Здейса протолкнул Кленку на прежнее место и вынудил его сесть. А сам стал за его стулом, наверное, чтобы быть начеку, если Еник снова взорвется в порыве ярости. Кленка сидит, уткнув лицо в ладони, и тетя снова опустилась в кресло. Но все это происходит где-то вдалеке и помимо меня, какие-то отупелые, жалкие, разбитые руки нащупывают дорогу во тьме, только боль в затылке и боку соединяет меня с реальным миром. Наконец мой рассеянный взгляд натыкается на мою шляпу, лежащую на стуле, у которого я прежде стоял. Шляпа. Нужно бы встать, надеть ее и уйти.
Все будто затаили дыхание — такая стоит тишина. На улице перекликаются птичьи голоса, и воробьиная перебранка перекидывается с дерева на дерево. А здесь не слышно даже жужжания мух, только часы ведут разговор и время, будто гонимое мечтой о вечности, ускоряет свой бег.

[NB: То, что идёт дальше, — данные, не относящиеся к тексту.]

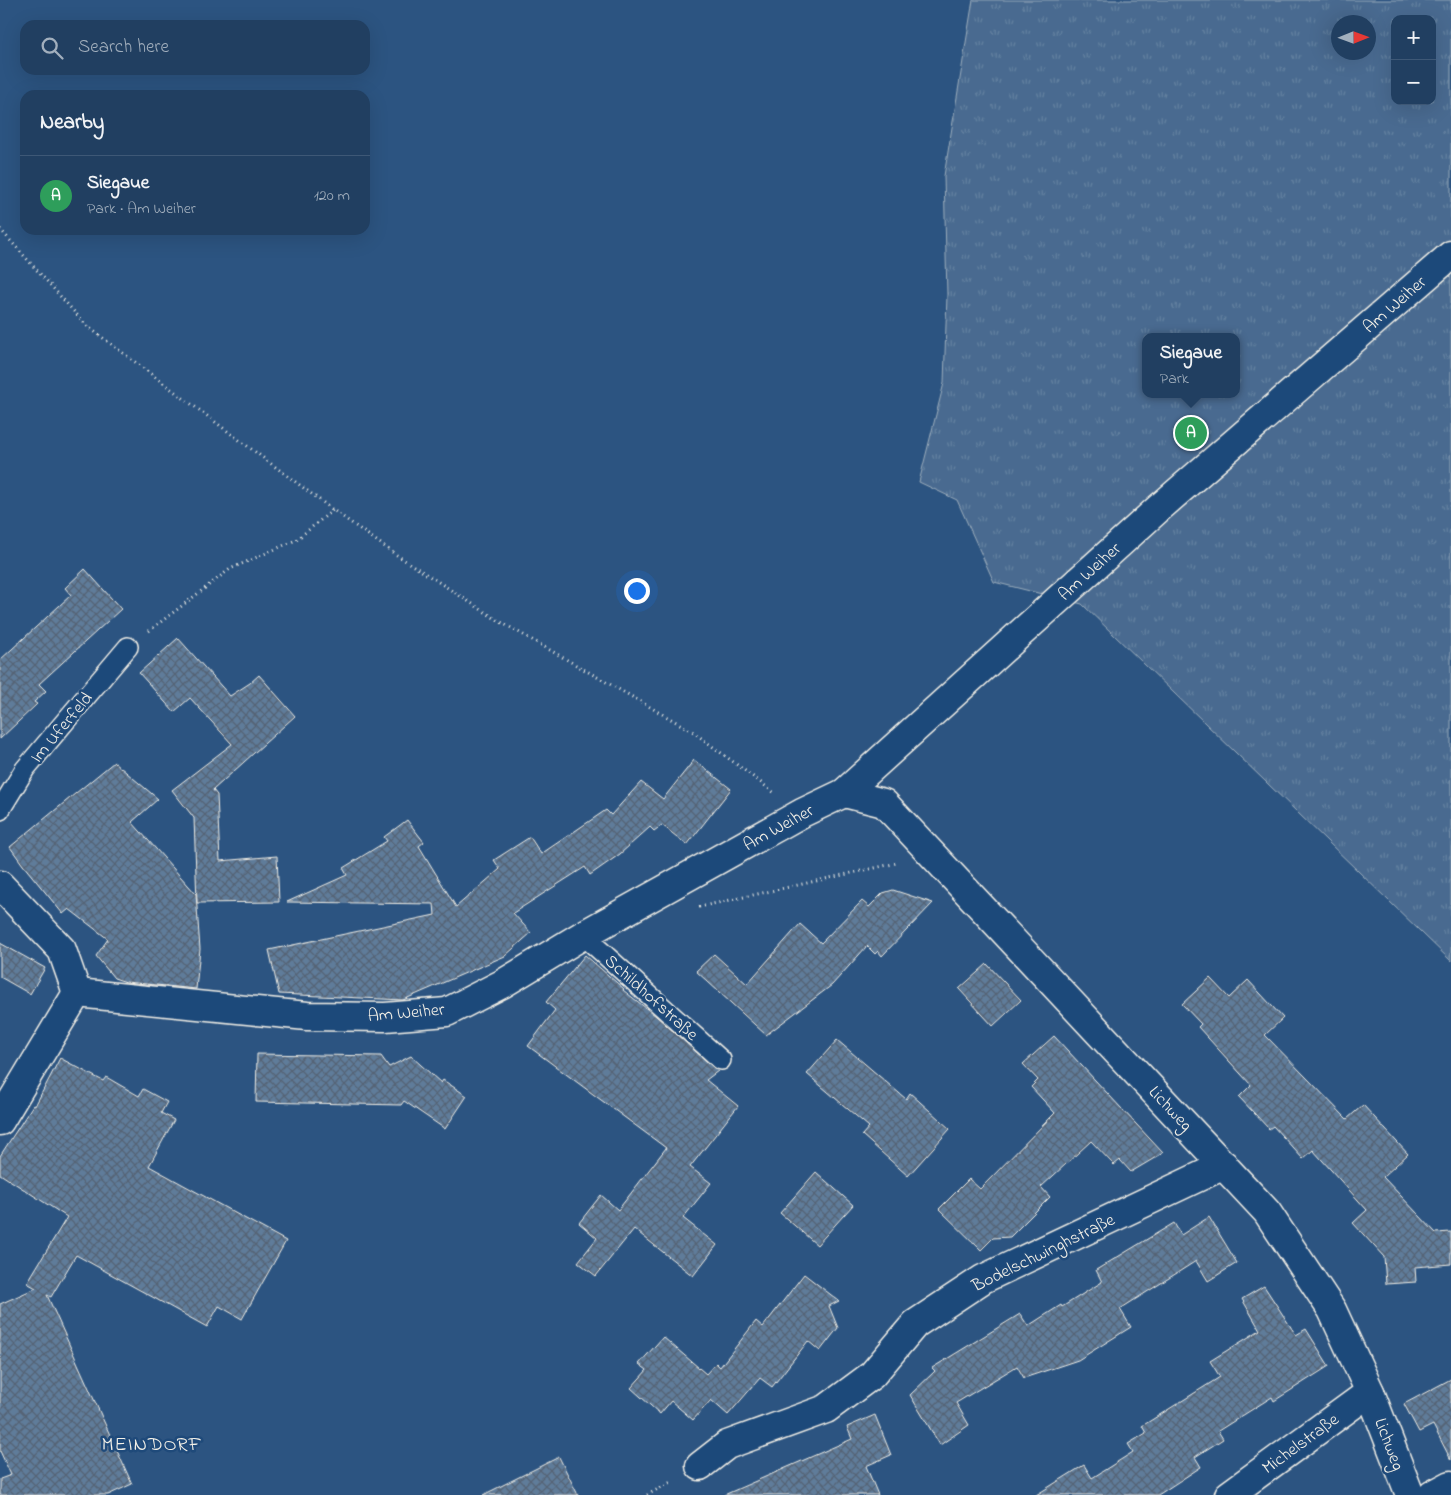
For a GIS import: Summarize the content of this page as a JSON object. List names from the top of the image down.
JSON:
{
  "streets": {
    "street": [
      "Am Weiher",
      "Lichweg",
      "Bodelschwinghstraße",
      "Michelstraße"
    ],
    "lane": ["Im Uferfeld", "Schildhofstraße"]
  },
  "crossings": [
    ["Am Weiher", "Schildhofstraße"],
    ["Am Weiher", "Lichweg"],
    ["Lichweg", "Bodelschwinghstraße"],
    ["Lichweg", "Michelstraße"]
  ],
  "districts": ["MEINDORF"],
  "north": "right",
  "page": {
    "map_buttons": ["+", "−"],
    "search": "Search here",
    "heading": "Nearby",
    "list": [
      {
        "mark": "A",
        "name": "Siegaue",
        "note": "Park · Am Weiher",
        "value": "120 m"
      }
    ],
    "popup": ["Siegaue", "Park"],
    "pins": "A"
  }
}
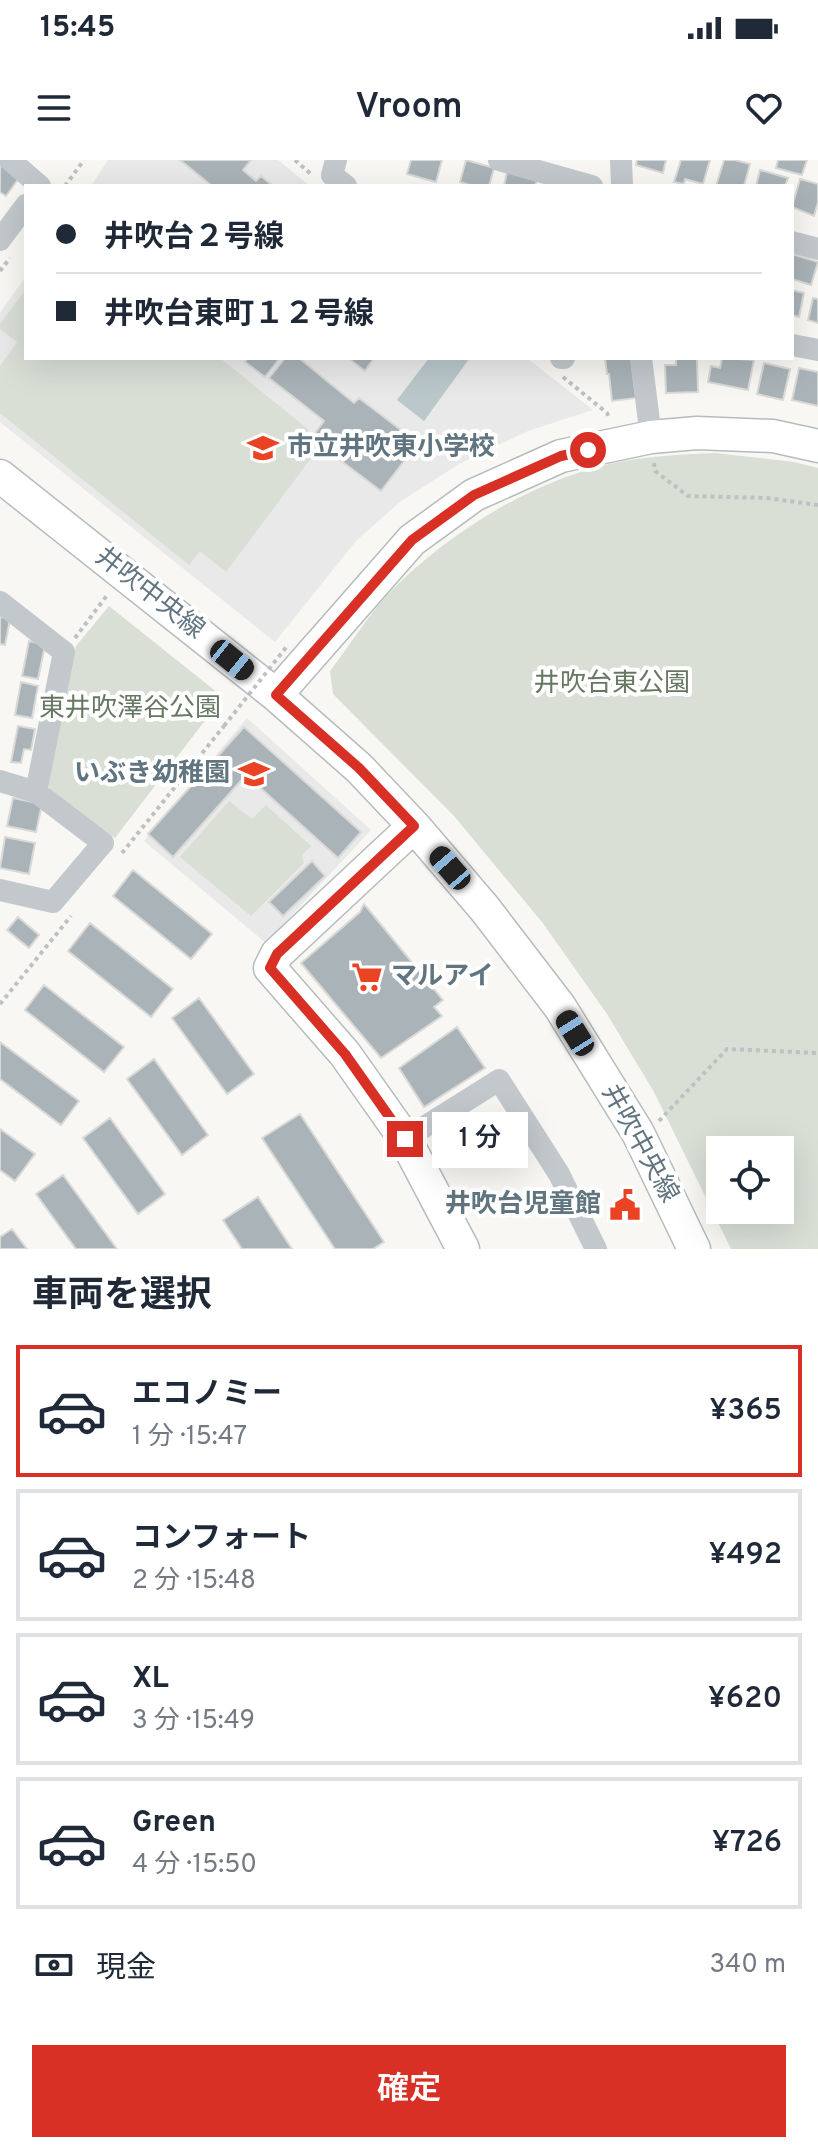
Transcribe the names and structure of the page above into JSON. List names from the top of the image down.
{
  "streets": {
    "street": ["井吹中央線"]
  },
  "parks": ["井吹台東公園", "東井吹澤谷公園"],
  "places": {
    "school or university": ["市立井吹東小学校", "いぶき幼稚園"],
    "supermarket": ["マルアイ"],
    "public building": ["井吹台児童館"]
  },
  "page": {
    "status": "15:45",
    "header": "Vroom",
    "banner": ["井吹台２号線", "井吹台東町１２号線"],
    "bubble": "1 分",
    "heading": "車両を選択",
    "list": [
      {
        "name": "エコノミー",
        "note": "1 分 · 15:47",
        "value": "¥365"
      },
      {
        "name": "コンフォート",
        "note": "2 分 · 15:48",
        "value": "¥492"
      },
      {
        "name": "XL",
        "note": "3 分 · 15:49",
        "value": "¥620"
      },
      {
        "name": "Green",
        "note": "4 分 · 15:50",
        "value": "¥726"
      }
    ],
    "pay": ["現金", "340 m"],
    "buttons": "確定"
  }
}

Наверное, долгое молчание было непосильно для Здейсовых плеч, и без того обремененных множеством забот. Органист, неслышно обогнув стол, взял мою шляпу и подошел ко мне. Он кладет мне руку на плечо, но не трясет его, а гладит. Его прикосновение возвращает меня к жизни. Рот мой сомкнулся, взгляд сосредоточивается, мир, только что размазанный, стертый и задернутый занавесью, снова становится отчетливым, надо мной наклоняется бородатое лицо Здейсы, и я читаю в его глазах что-то давно забытое, что-то, чему не могу даже подыскать названия, скорее всего — сочувствие. После смерти матушки ни один из людей так на меня не смотрел. Теперь я могу встать и протянуть руку за шляпой. Горлу хочется всхлипнуть, а глазам — плакать. Падай на колени, ползай от одного к другому и проси прощения. Может, тебя и простят.
Но тут раздается тетин голос, мягкий и умиротворенный.
— Вот теперь, когда мы во всем разобрались, наверное, было бы хорошо, если бы вы зашли к Маркете и все рассказали ей сами.
Кленка сидит неподвижно, не отнимал рук от лица, только пальцы его будто глубже впиваются в кожу, и тетя добавляет просительно:
— Неужели я должна вас убеждать, как это мучит ее?
Кленка вскакивает, рвет на себе волосы, потом разводит руками, будто разрывая невидимые путы, и кричит:
— Ради бога, замолчите! Пощадите меня хотя бы тут. Ведь я ничего не могу, вы слышите, уже поздно.
Он быстро подбегает к окну и возвращается обратно. Тетя встает, выпрямляется. Я вижу, как спина ее цепенеет, тетя оскорблена этим вскриком, но голова ее еще наклонена вперед. Она не в силах понять.
— Отчего вы не можете?
Кленка останавливает свой бег, который так напоминает отчаянное вращение по замкнутому кругу, когда преследуемый преследует сам себя. Плечи его обвисли, он поворачивается спиной к окну, лицо его скрыто в тени. Он показывает на меня пальцем.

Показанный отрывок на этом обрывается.